◆ **EXERCISE REQUIREMENTS**
Exact transcription, pictures omitted: reproduce the listing below.

◆ **GIVEN MATERIAL**
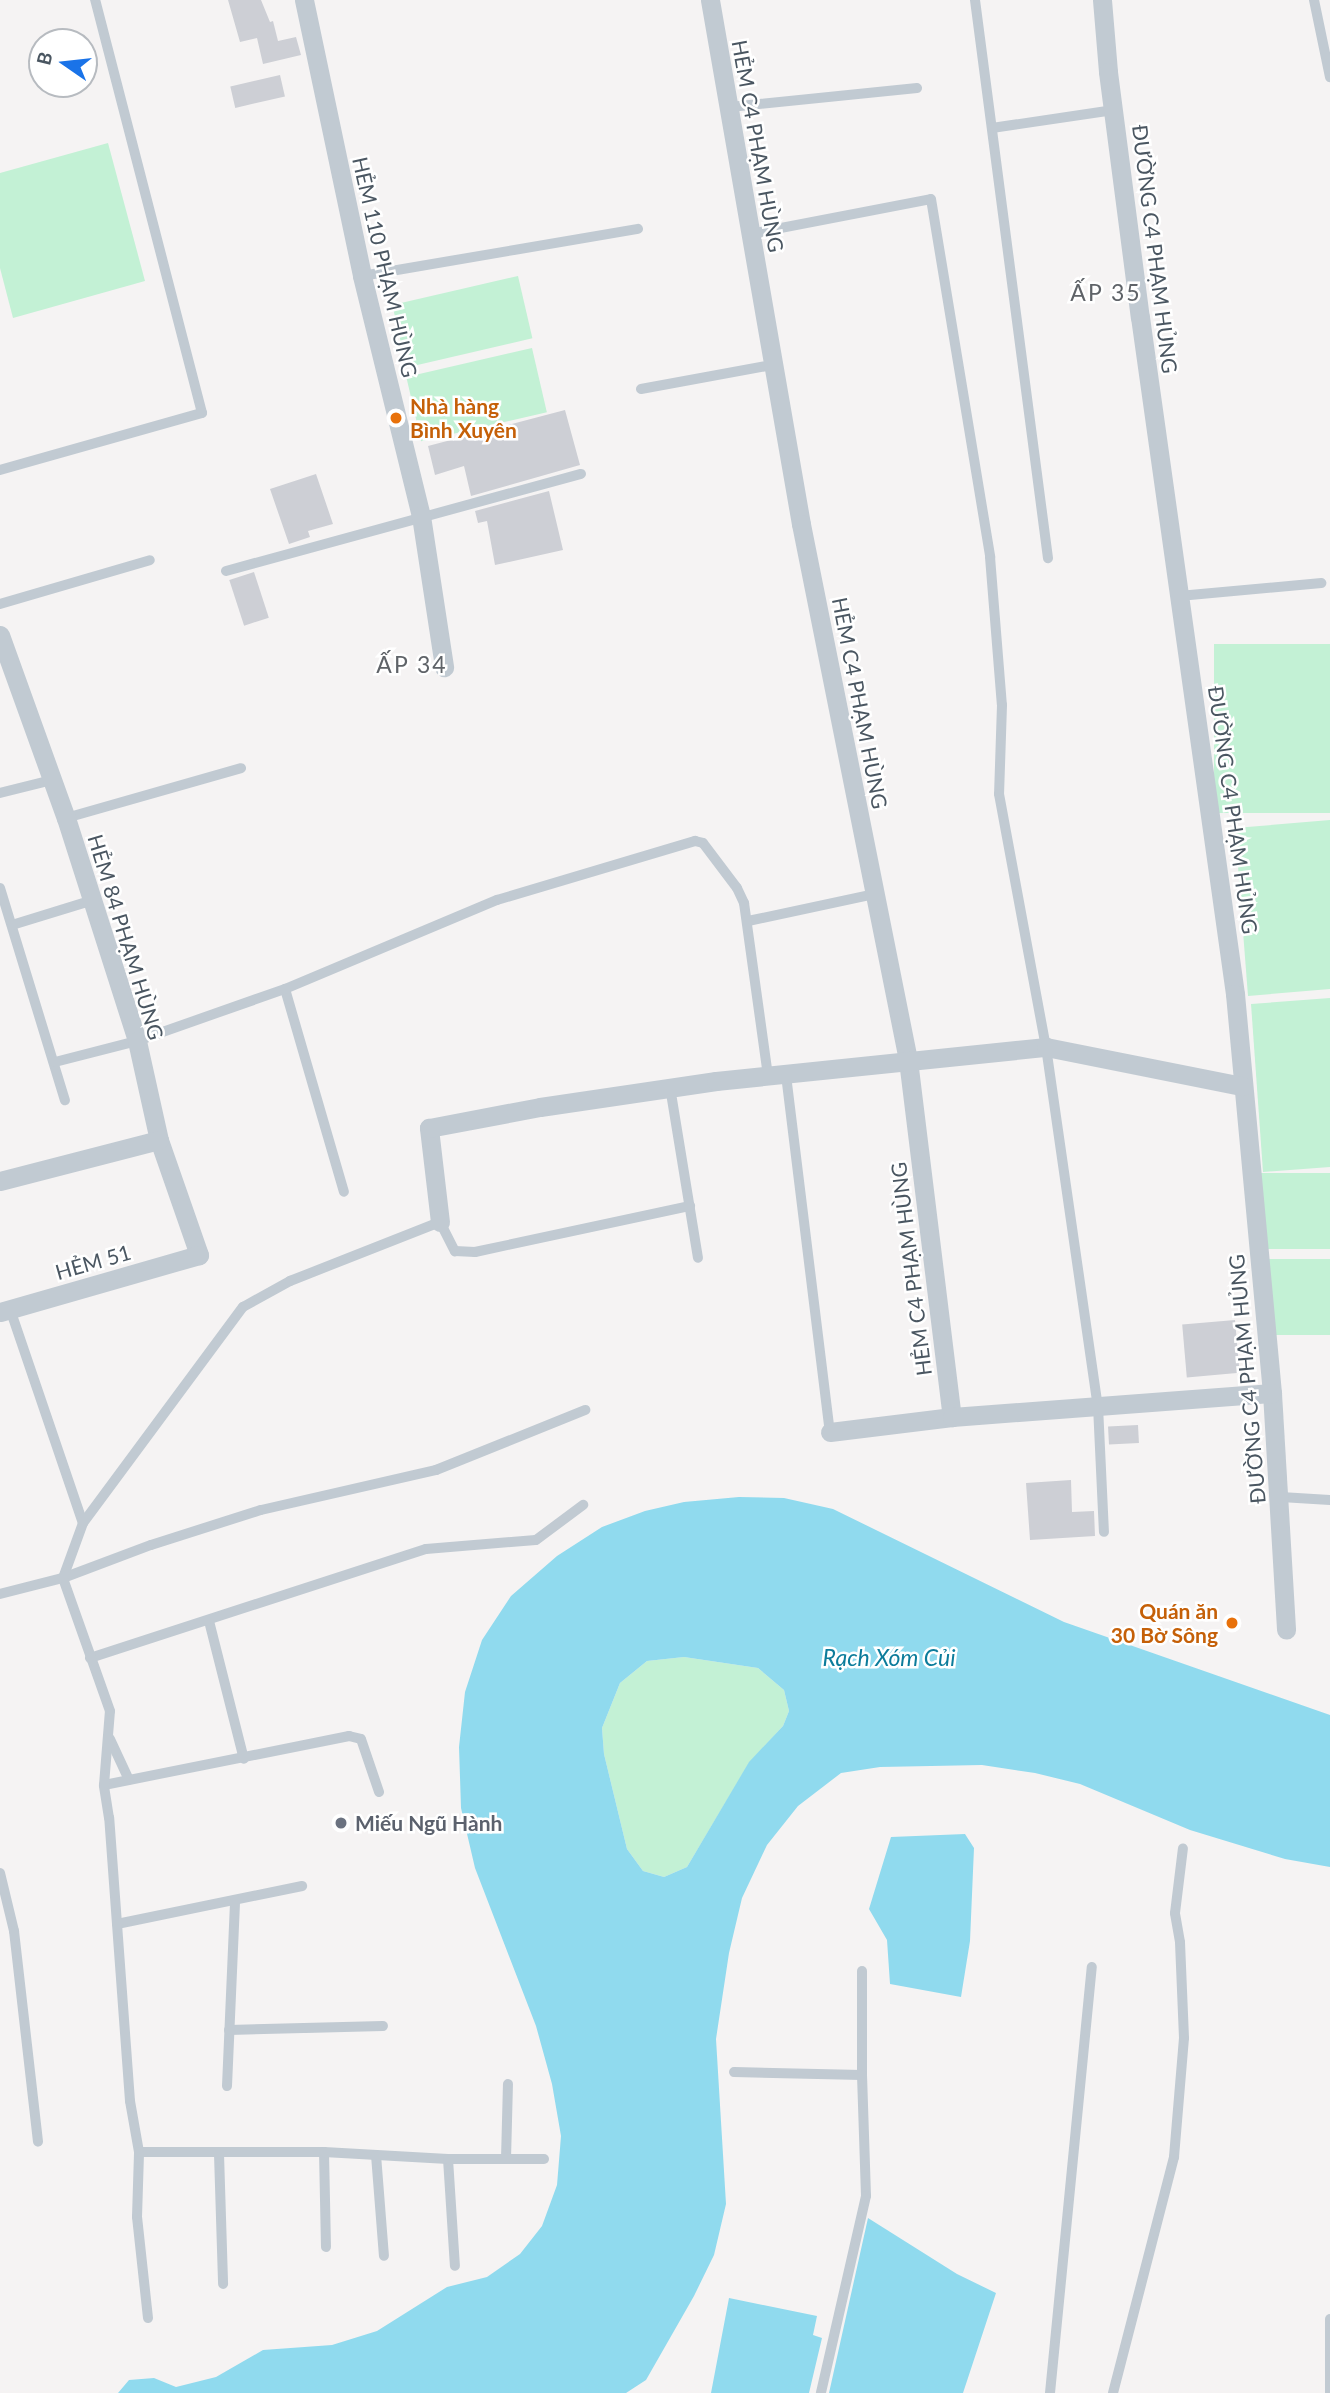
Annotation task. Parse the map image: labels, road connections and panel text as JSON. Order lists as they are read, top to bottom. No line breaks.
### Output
{"streets":{"street":["HẺM C4 PHẠM HÙNG","ĐƯỜNG C4 PHẠM HỦNG","HẺM 110 PHẠM HÙNG","HẺM 84 PHẠM HÙNG","HẺM 51"]},"crossings":[["HẺM 84 PHẠM HÙNG","HẺM 51"]],"districts":["ẤP 35","ẤP 34"],"water":["Rạch Xóm Củi"],"places":["Nhà hàng Bình Xuyên","Quán ăn 30 Bờ Sông","Miếu Ngũ Hành"],"north":"left"}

◆ **ANSWER BOX**
Annotation task. Parse the map image: labels, road connections and panel text as JSON. Order lists as they are read, top to bottom. No line breaks.
### Output
{"streets":{"street":["HẺM C4 PHẠM HÙNG","ĐƯỜNG C4 PHẠM HỦNG","HẺM 110 PHẠM HÙNG","HẺM 84 PHẠM HÙNG","HẺM 51"]},"crossings":[["HẺM 84 PHẠM HÙNG","HẺM 51"]],"districts":["ẤP 35","ẤP 34"],"water":["Rạch Xóm Củi"],"places":["Nhà hàng Bình Xuyên","Quán ăn 30 Bờ Sông","Miếu Ngũ Hành"],"north":"left"}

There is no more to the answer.